My stomach twists. I don’t want to go back to the group home and wonder if I’ll ever see my mom again. I don’t want to go back to dad’s house either, or the basement storm room. I can be like Nate, can’t I? I can be the son my mom always wanted, one she’d never consider leaving behind or sending away. I take a deep breath and keep walking through the crowded hall.
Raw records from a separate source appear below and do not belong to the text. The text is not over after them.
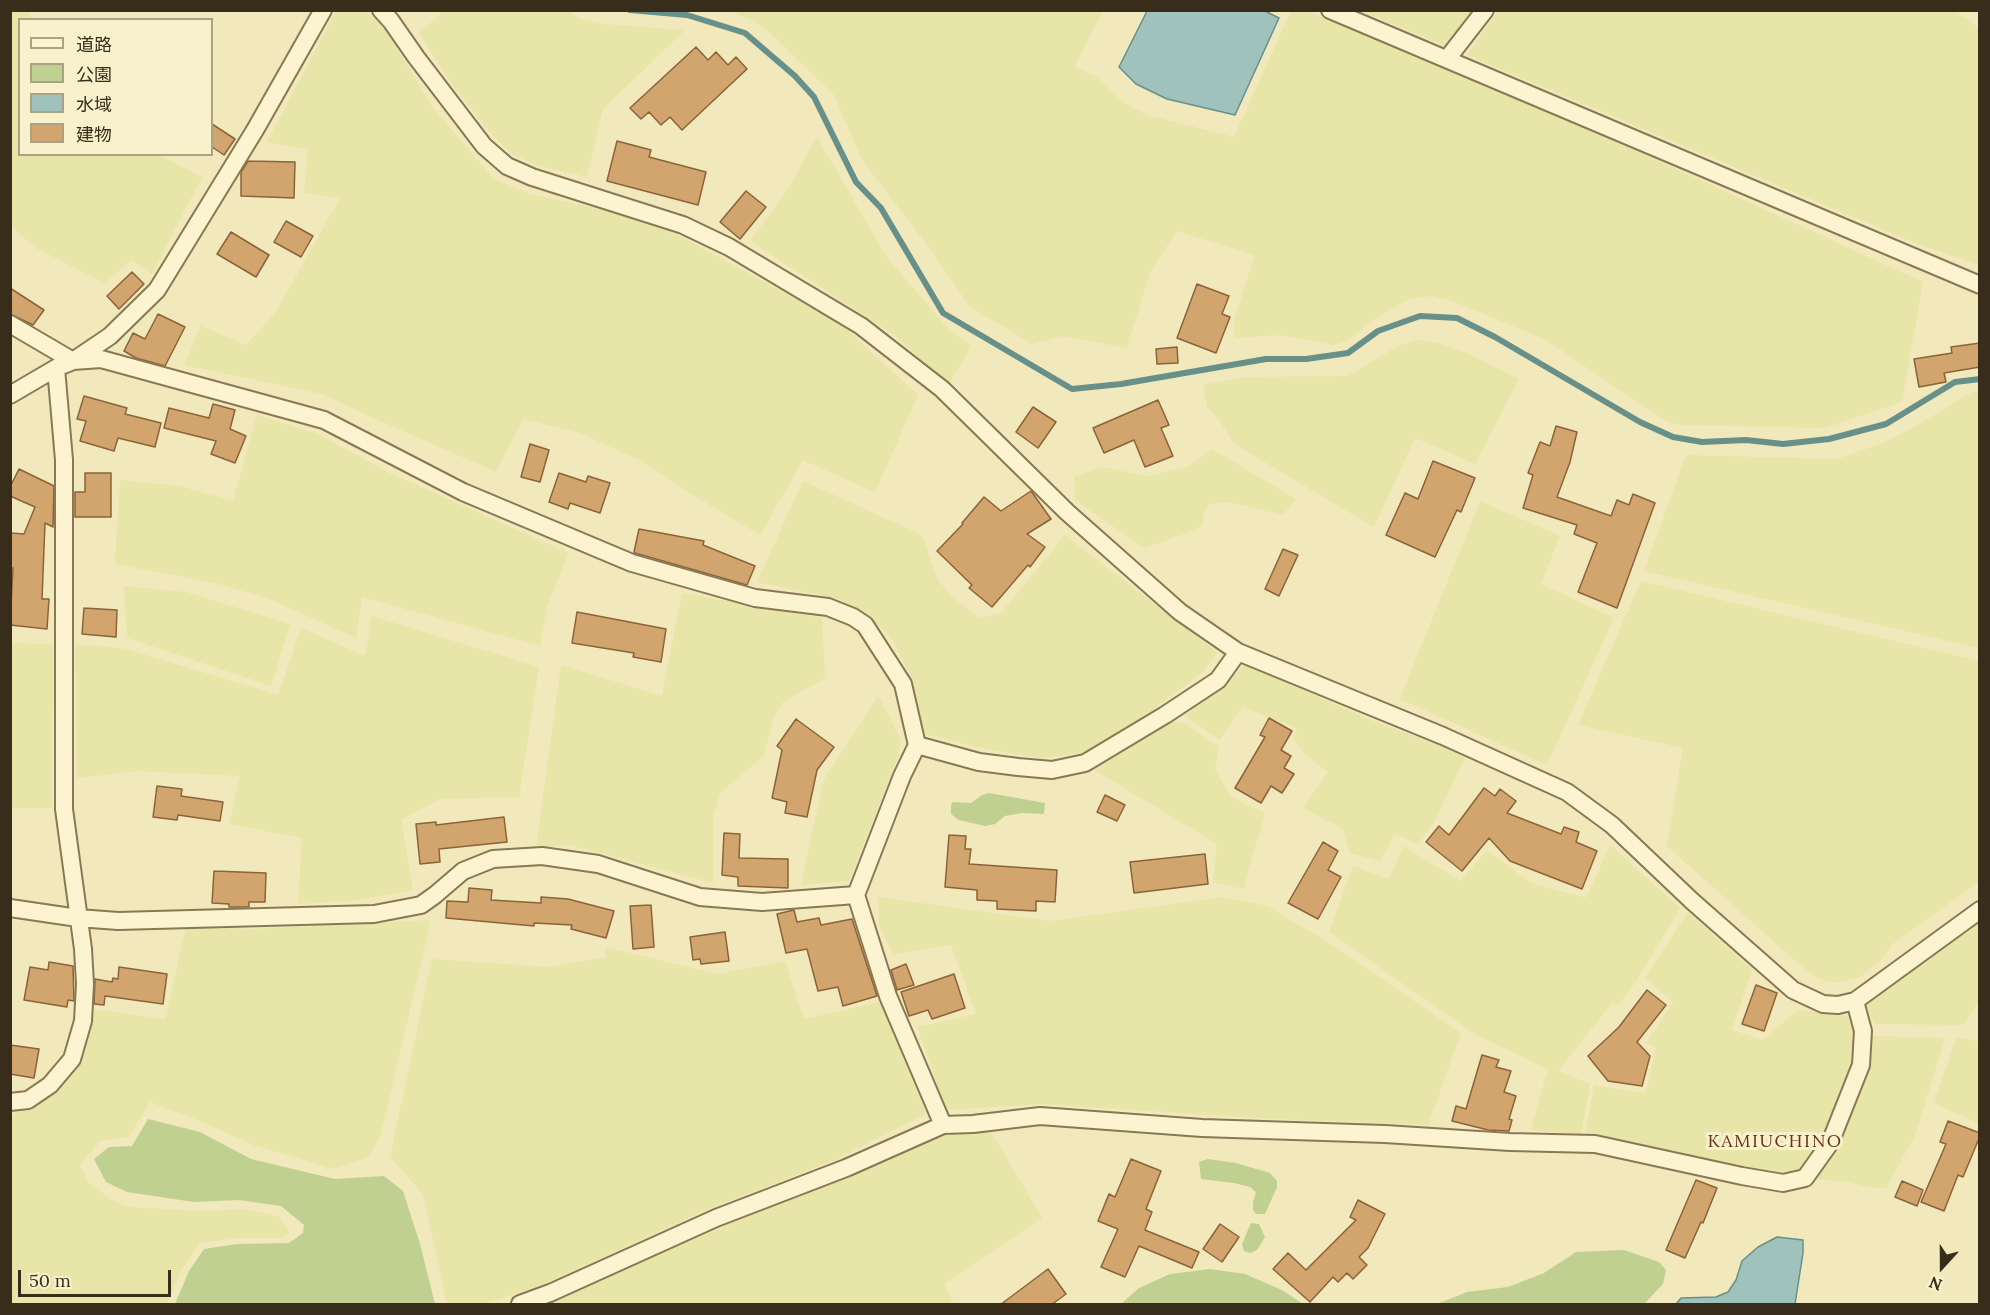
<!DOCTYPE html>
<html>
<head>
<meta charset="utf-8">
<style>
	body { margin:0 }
	#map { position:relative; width:1990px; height:1315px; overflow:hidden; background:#f1e8bc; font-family:Lora,"Noto Sans JP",serif }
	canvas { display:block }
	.frame { position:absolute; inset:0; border:12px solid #382c1a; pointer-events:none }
	.legend { position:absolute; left:18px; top:18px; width:195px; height:138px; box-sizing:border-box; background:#f8f1cc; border:2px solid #aba285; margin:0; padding:8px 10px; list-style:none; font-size:18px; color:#382c1a }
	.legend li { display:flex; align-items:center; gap:12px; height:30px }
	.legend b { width:30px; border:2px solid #aba285 }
	.north { position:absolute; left:1912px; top:1237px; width:60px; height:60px; -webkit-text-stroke:4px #f8f1cc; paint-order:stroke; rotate:201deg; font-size:16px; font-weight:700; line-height:24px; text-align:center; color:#382c1a }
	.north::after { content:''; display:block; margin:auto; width:21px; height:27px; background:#382c1a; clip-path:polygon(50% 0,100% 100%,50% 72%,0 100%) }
	.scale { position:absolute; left:18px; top:1270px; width:153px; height:27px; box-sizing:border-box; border:3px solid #382c1a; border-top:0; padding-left:8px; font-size:18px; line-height:21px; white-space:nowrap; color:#382c1a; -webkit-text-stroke:4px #f8f1cc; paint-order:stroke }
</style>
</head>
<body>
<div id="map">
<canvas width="1990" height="1315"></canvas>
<div class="frame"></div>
<ul class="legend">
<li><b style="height:8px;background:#fcf4d0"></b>道路</li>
<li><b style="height:16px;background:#c0d090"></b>公園</li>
<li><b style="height:16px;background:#a0c2bc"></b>水域</li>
<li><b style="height:16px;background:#d3a56e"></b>建物</li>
</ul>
<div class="north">N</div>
<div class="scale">50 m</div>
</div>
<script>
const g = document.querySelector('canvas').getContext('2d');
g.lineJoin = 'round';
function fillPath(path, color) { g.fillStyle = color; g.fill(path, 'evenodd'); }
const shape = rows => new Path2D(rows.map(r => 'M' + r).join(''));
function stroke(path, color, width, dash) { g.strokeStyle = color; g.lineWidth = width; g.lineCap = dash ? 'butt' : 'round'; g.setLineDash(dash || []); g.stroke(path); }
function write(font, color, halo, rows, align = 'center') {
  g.font = font + ' Lora,serif'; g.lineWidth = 6; g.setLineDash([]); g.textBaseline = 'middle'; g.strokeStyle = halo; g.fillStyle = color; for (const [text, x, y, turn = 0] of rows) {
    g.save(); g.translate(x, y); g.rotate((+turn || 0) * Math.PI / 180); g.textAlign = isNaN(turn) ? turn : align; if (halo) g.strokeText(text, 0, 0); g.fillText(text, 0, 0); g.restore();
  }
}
fillPath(shape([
	[365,10,385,29,434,109,494,179,531,194,621,214,682,237,840,323,918,395,875,492,803,460,760,535,683,489,641,461,580,433,523,419,496,472,371,417,322,394,184,365,201,326,246,345,275,313,340,198,304,193,308,150,267,142,336,11],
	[1366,10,1474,11,1446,46,1365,13],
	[10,11,29,11,32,19,20,20,20,154,159,155,202,177,152,274,131,260,105,283,36,248,11,227],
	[444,11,569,11,581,19,603,24,685,30,603,109,587,177,535,165,512,154,491,134,451,83,419,33],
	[729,11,1103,11,1074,67,1097,77,1123,102,1147,115,1234,137,1291,11,1307,11,1628,147,1923,282,1902,402,1825,428,1678,425,1665,421,1546,340,1450,300,1432,296,1409,299,1372,321,1345,342,1333,345,1281,335,1234,338,1234,320,1255,255,1177,231,1150,272,1127,348,1062,336,1032,344,970,307,927,245,862,160,834,95,769,32,754,21],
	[1498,11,1954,11,1979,28,1979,265,1915,243,1467,55],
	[817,137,886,256,946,326,971,346,949,384,894,335,750,241,783,197],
	[1416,340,1438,343,1467,353,1519,379,1475,464,1415,438,1374,527,1234,444,1219,420,1207,407,1203,385,1246,377,1348,376,1398,346],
	[1974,391,1980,391,1979,648,1644,571,1686,455,1837,459,1880,444,1916,426],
	[257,415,318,434,390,473,569,553,548,604,540,646,362,597,356,638,270,599,215,583,115,564,120,480,179,486,233,501],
	[1212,449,1296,499,1283,515,1229,502,1209,504,1204,512,1202,525,1193,531,1144,548,1075,500,1074,477,1101,467,1147,476,1187,467],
	[803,481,922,535,937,578,950,595,980,618,1001,613,1065,535,1217,652,1204,671,1154,709,1088,752,1041,758,980,748,925,734,911,676,890,636,866,615,839,599,757,582],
	[1480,501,1560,536,1541,584,1614,618,1547,765,1400,699],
	[1641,581,1979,661,1979,882,1894,943,1879,962,1860,977,1840,982,1829,982,1816,977,1791,957,1667,846,1683,748,1578,725],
	[124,586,186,592,290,624,271,686,127,638],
	[682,593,822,618,825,678,783,702,773,720,764,756,720,793,713,816,713,883,570,845,536,847,561,665,662,696],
	[372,616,539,667,519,797,440,799,401,819,413,890,359,900,298,904,302,838,229,824,240,776,138,771,77,778,75,645,105,646,126,649,278,695,301,628,365,656],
	[11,643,53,644,52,808,11,808],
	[1246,665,1366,718,1440,746,1465,758,1434,822,1418,845,1395,833,1380,861,1350,853,1343,829,1303,808,1328,772,1306,755,1293,738,1297,728,1242,707,1220,740,1185,716,1222,683],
	[878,696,901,739,898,757,849,881,801,885,823,781],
	[1173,721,1186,724,1219,747,1215,770,1231,797,1265,813,1243,889,1213,882,1217,844,1094,770],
	[1610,845,1680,908,1637,980,1619,1005,1612,1003,1558,1071,1590,1084,1581,1135,1531,1130,1548,1069,1476,1035,1329,932,1353,866,1389,879,1403,846,1460,881,1487,850,1531,883,1586,898],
	[878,897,1050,921,1223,897,1267,906,1323,939,1461,1033,1428,1125,1256,1118,1042,1104,946,1110,917,1027,976,1014,951,945,893,954,879,926],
	[1688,912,1752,970,1732,1030,1763,1040,1798,1010,1848,1016,1855,1039,1851,1068,1821,1140,1800,1169,1774,1174,1585,1135,1594,1085,1646,1093,1656,1048,1646,1043,1673,1002,1645,978],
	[431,920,381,1134,369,1157,334,1169,253,1145,200,1121,150,1102,129,1137,100,1141,80,1165,88,1182,110,1199,128,1207,204,1211,243,1209,278,1216,290,1233,282,1238,237,1238,200,1243,181,1271,167,1304,11,1304,10,1115,48,1097,79,1064,92,1009,165,1019,186,927,251,929],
	[1979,921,1979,1002,1963,1025,1875,1024,1865,1004],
	[605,947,718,974,785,961,804,1019,880,1002,926,1114,837,1159,706,1210,546,1283,484,1304,447,1304,423,1194,390,1157,432,959,551,967,606,957],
	[1872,1036,1945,1038,1915,1136,1886,1188,1872,1188,1848,1182,1812,1179,1867,1067],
	[1956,1038,1979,1041,1979,1124,1934,1103],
	[990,1130,1042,1218,944,1284,954,1304,537,1304,861,1170,946,1133]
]), '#e8e5a9');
fillPath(shape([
	[989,793,1045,803,1044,814,1022,813,1005,816,995,824,985,826,959,820,951,814,951,805,953,802,971,803,982,795],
	[148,1119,200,1132,251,1159,335,1179,384,1176,403,1191,420,1244,435,1304,175,1304,189,1271,204,1249,237,1244,289,1243,303,1233,304,1225,281,1206,239,1200,194,1202,127,1192,106,1182,94,1159,109,1147,132,1146],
	[1208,1159,1236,1163,1270,1173,1277,1181,1277,1187,1265,1214,1256,1214,1253,1210,1253,1202,1256,1192,1250,1187,1234,1183,1201,1179,1199,1162],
	[1251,1223,1259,1224,1265,1237,1257,1250,1250,1253,1244,1251,1242,1244],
	[1624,1250,1659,1262,1666,1270,1663,1284,1644,1304,1437,1304,1467,1292,1508,1287,1544,1273,1576,1252],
	[1210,1269,1245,1274,1282,1290,1303,1304,1121,1304,1139,1288,1170,1274]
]), '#c0d090');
const water = shape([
	[1147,11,1265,11,1279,18,1235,115,1167,99,1136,84,1119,67,1147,11],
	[1777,1237,1803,1240,1803,1253,1795,1304,1676,1304,1681,1298,1716,1297,1728,1292,1736,1280,1742,1261,1758,1247,1777,1237]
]);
fillPath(water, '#a0c2bc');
stroke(water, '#67908b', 1.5);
stroke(shape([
	[630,10,687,15,745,33,795,76,814,97,856,182,881,208,943,313,1072,389,1121,384,1266,359,1306,359,1348,353,1378,331,1420,316,1457,318,1495,337,1640,422,1673,437,1702,442,1746,440,1783,444,1829,439,1886,424,1955,382,1980,379]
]), '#67908b', 6);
const building = shape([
	[696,47,708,60,716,52,728,65,736,57,747,69,682,130,670,117,661,125,649,112,641,119,630,108,696,47],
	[212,124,235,139,224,155,212,147,212,124],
	[617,141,651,150,649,157,706,172,698,205,607,181,617,141],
	[248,161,295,162,294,198,241,196,241,172,248,161],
	[746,191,766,207,740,239,720,222,746,191],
	[286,221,313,236,301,257,274,242,286,221],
	[231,232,269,255,256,277,217,254,231,232],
	[132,272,144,284,119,309,107,296,132,272],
	[1197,284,1229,296,1222,314,1230,317,1216,353,1177,338,1197,284],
	[10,288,44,310,33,325,10,314,10,288],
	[158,314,185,327,165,366,136,358,124,351,133,333,145,339,158,314],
	[1980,343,1980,367,1944,373,1946,382,1919,387,1914,359,1952,353,1951,347,1980,343],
	[1177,347,1178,363,1157,364,1156,349,1177,347],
	[84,396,127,408,125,414,161,423,155,447,118,438,114,451,80,441,86,421,77,419,84,396],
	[1158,400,1169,425,1161,428,1173,456,1145,467,1134,440,1104,453,1093,428,1158,400],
	[213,404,235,410,230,429,246,436,235,463,211,454,216,441,164,428,169,408,209,418,213,404],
	[1033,407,1056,422,1038,448,1016,432,1033,407],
	[1556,426,1577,432,1570,462,1557,497,1611,516,1617,500,1629,505,1633,494,1655,503,1617,608,1578,592,1597,543,1574,534,1577,525,1523,508,1533,475,1528,473,1540,442,1550,446,1556,426],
	[530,444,549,450,540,482,521,477,530,444],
	[1433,461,1475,478,1461,512,1457,510,1435,557,1386,535,1405,493,1418,499,1433,461],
	[19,469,54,486,53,527,45,523,42,599,49,599,47,629,10,625,13,568,10,568,10,533,24,534,35,507,10,496,10,487,19,469],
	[85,473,111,473,111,517,75,517,75,492,85,492,85,473],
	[559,473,586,482,588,476,610,483,600,513,570,503,568,509,549,502,559,473],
	[1031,491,1051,519,1027,534,1045,547,1030,567,1028,565,992,607,969,588,972,585,937,551,963,524,962,523,984,497,1001,511,1031,491],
	[639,529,704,541,703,545,755,566,747,585,635,553,634,552,639,529],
	[1283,549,1298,555,1279,596,1265,589,1283,549],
	[84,608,117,610,116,637,82,634,84,608],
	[577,612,666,629,661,662,633,657,634,653,572,643,577,612],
	[1269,718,1292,731,1281,750,1291,756,1284,768,1294,774,1282,793,1271,786,1261,803,1235,788,1265,737,1260,735,1269,718],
	[796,719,834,747,817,770,807,817,785,813,787,802,772,798,782,750,777,746,796,719],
	[157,786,182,789,181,796,223,802,220,821,178,815,177,820,153,817,157,786],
	[1484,788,1495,796,1500,789,1516,801,1507,813,1561,834,1564,827,1579,832,1576,842,1597,851,1582,889,1510,861,1489,838,1462,871,1426,842,1439,826,1449,835,1484,788],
	[1105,795,1125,805,1117,821,1097,812,1105,795],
	[504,817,507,842,439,849,440,862,420,864,416,824,436,822,436,825,504,817],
	[724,833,740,834,739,858,788,859,788,888,738,886,738,877,722,875,724,833],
	[949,835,966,836,965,849,971,849,969,864,1057,870,1055,902,1036,901,1036,911,997,909,997,901,977,900,977,890,945,887,949,835],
	[1323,842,1338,851,1328,870,1341,877,1318,919,1288,903,1323,842],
	[1205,854,1208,884,1134,893,1130,862,1205,854],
	[214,871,266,873,265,902,249,902,249,907,229,907,229,904,212,903,214,871],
	[469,888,492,890,491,900,541,903,541,897,568,899,614,911,606,938,571,929,572,925,534,923,534,926,446,918,447,901,468,902,469,888],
	[651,905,654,947,633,949,630,906,651,905],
	[794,910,797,922,819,918,821,925,852,919,877,996,843,1006,838,987,818,991,807,949,786,953,777,914,794,910],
	[725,932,729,961,701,964,700,959,693,960,690,937,725,932],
	[49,962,73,966,74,1001,68,1000,67,1007,24,1000,30,967,48,970,49,962],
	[906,964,914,985,897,990,891,970,906,964],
	[119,967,167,974,163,1004,105,996,104,1005,94,1004,95,979,112,982,113,978,118,979,119,967],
	[954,974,965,1008,932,1019,928,1010,909,1016,901,992,954,974],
	[1756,985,1777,993,1764,1031,1742,1024,1756,985],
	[1647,990,1666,1005,1637,1042,1650,1056,1642,1086,1608,1081,1588,1056,1619,1027,1647,990],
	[10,1045,39,1049,34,1078,10,1074,10,1045],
	[1482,1055,1499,1060,1496,1067,1511,1071,1504,1092,1516,1096,1509,1119,1512,1120,1509,1131,1488,1130,1452,1121,1456,1106,1466,1109,1482,1055],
	[1948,1121,1980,1133,1980,1136,1963,1177,1958,1175,1944,1211,1921,1202,1946,1144,1940,1142,1948,1121],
	[1131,1159,1161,1171,1146,1209,1152,1212,1145,1230,1199,1252,1192,1268,1139,1246,1125,1277,1101,1267,1118,1229,1098,1221,1109,1194,1115,1197,1131,1159],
	[1696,1180,1717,1188,1703,1223,1701,1222,1685,1258,1666,1250,1696,1180],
	[1902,1181,1923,1190,1917,1206,1895,1197,1902,1181],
	[1358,1200,1385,1214,1368,1248,1359,1257,1367,1265,1353,1279,1347,1273,1338,1282,1333,1277,1310,1302,1273,1269,1288,1253,1306,1270,1356,1220,1350,1217,1358,1200],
	[1220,1224,1239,1237,1222,1262,1203,1249,1220,1224],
	[1048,1269,1066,1294,1051,1305,1000,1305,1048,1269]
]);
fillPath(building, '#d3a56e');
stroke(building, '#8b6338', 1.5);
const street = shape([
	[381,10,391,21,416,57,484,146,507,166,532,177,683,225,729,247,861,326,942,389,1067,512,1180,612,1238,652,1443,736,1567,792,1612,825,1692,901,1793,990,1823,1004,1838,1005,1855,1001,1980,910],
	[1330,10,1980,285],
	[1447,59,1485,10],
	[10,324,73,361,101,359,324,420,463,492,632,563,755,598,828,607,853,617,865,625,903,684,917,745,902,776,856,895,888,996,943,1125,973,1124,1040,1116,1202,1128,1385,1134,1510,1142,1595,1144,1742,1176,1783,1183,1805,1178,1830,1143,1861,1065,1863,1031,1855,1001],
	[10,395,56,368,73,361,110,336,157,290,255,130,323,10],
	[917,745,979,762,1018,767,1052,770,1085,763,1165,715,1218,680,1238,652],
	[10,908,78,918,118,921,374,914,421,905,435,895,463,871,493,859,542,856,598,864,700,897,762,902,856,895],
	[10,1102,28,1100,50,1085,72,1059,83,1021,85,984,83,949,64,809,64,460,56,368],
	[520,1304,550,1293,716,1218,846,1168,943,1125]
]);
stroke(street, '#8a7854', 20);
stroke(street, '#fcf4d0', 16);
g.letterSpacing = '1.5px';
write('18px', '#683216', '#f8f1cc', [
	["KAMIUCHINO",1775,1142]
]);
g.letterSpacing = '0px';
</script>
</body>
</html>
The rest of my day consists of smiling at people in the hallway and making small talk. When I turn toward the guy using the locker next to me, I say hi, and he’s friendly back until some football player comes up behind him to whisper something in his ear.
“Oh, shit. You’re that freak who should’ve been locked up with his old man. Yeah, I’ll have to talk to someone about getting a new locker. I sure as hell won’t be using this one anymore.”
“Yeah. You don’t want to end up in this guy’s basement,” his friend jokes, shooting me a glare, and they walk off in the opposite direction together. My chest tightens when I realize how many people heard them. They’re all looking at me. The room’s closing in on me, the air surrounding me feeling tight on my skin. It’s like I’m being trapped between two heavy walls. My books slip from my hands and I run toward the front exit, slamming into Nate who at first blended in with everyone else.